Artemis II Lunar launch delayed by cold weather

NASA has postponed the historic Artemis II mission, the first crewed lunar flight in over half a century, due to forecasted near-freezing temperatures at Kennedy Space Center.
The launch, which would send four astronauts on a journey around the Moon and back, is now targeted for no earlier than 8 February 2026-a two-day delay from the initial schedule. The decision was announced following the cancellation of a critical fueling test for the 322-foot (98-meter) Space Launch System (SLS) rocket originally planned for this weekend. This delay compresses the available launch window, leaving NASA with only three potential days in early February before the opportunity slips into March.
“Any additional delays would result in a day-for-day change,” the agency stated, highlighting the mission’s sensitivity to scheduling constraints. The agency is actively adapting systems, including rocket-purging operations and capsule heaters, to mitigate the cold-weather risks.
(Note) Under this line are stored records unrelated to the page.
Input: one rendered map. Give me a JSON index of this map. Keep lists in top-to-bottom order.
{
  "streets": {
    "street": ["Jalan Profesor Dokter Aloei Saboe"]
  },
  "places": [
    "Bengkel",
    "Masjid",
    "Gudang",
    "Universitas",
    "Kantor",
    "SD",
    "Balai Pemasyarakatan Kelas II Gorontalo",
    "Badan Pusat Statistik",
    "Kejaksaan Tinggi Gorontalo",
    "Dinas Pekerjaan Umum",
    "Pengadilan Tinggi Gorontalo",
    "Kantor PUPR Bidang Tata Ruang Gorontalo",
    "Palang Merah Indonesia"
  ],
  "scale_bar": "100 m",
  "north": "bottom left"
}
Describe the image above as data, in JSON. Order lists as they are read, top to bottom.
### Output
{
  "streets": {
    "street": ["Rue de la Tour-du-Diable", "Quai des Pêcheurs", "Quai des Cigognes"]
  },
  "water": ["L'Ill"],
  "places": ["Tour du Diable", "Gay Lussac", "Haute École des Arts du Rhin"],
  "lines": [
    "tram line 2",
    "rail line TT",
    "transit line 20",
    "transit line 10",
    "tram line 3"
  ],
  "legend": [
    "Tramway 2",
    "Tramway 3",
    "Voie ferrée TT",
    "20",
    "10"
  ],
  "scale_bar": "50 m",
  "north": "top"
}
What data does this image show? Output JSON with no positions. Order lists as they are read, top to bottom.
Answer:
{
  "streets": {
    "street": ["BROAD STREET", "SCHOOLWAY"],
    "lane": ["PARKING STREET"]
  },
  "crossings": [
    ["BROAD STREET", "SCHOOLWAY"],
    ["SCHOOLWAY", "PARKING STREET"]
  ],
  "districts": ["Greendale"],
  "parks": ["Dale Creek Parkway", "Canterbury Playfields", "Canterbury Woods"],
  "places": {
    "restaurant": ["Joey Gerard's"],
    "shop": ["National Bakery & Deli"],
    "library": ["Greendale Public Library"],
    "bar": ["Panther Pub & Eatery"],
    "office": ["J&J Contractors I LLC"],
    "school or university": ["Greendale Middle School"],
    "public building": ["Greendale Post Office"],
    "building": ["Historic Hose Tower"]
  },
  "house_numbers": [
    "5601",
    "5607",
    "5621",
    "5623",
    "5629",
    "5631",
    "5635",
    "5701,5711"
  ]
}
The postponement adds complexity to NASA’s tightly choreographed launch manifest. The Artemis II mission must now compete with the urgent launch of a fresh crew to the International Space Station (ISS), a flight that was accelerated due to the early medical return of the current station crew.
Mission managers confirmed that the lunar flight will take priority if it can launch by 11 February, the final possible date this month.
If Artemis II launches by that deadline, the subsequent ISS crew rotation would be delayed until the Artemis astronauts return to Earth later in February. The highly anticipated mission marks a return to deep-space human exploration, last undertaken during the Apollo 17 mission in 1972.
A successful dress rehearsal for the rocket is now scheduled for Monday, pending favourable weather conditions.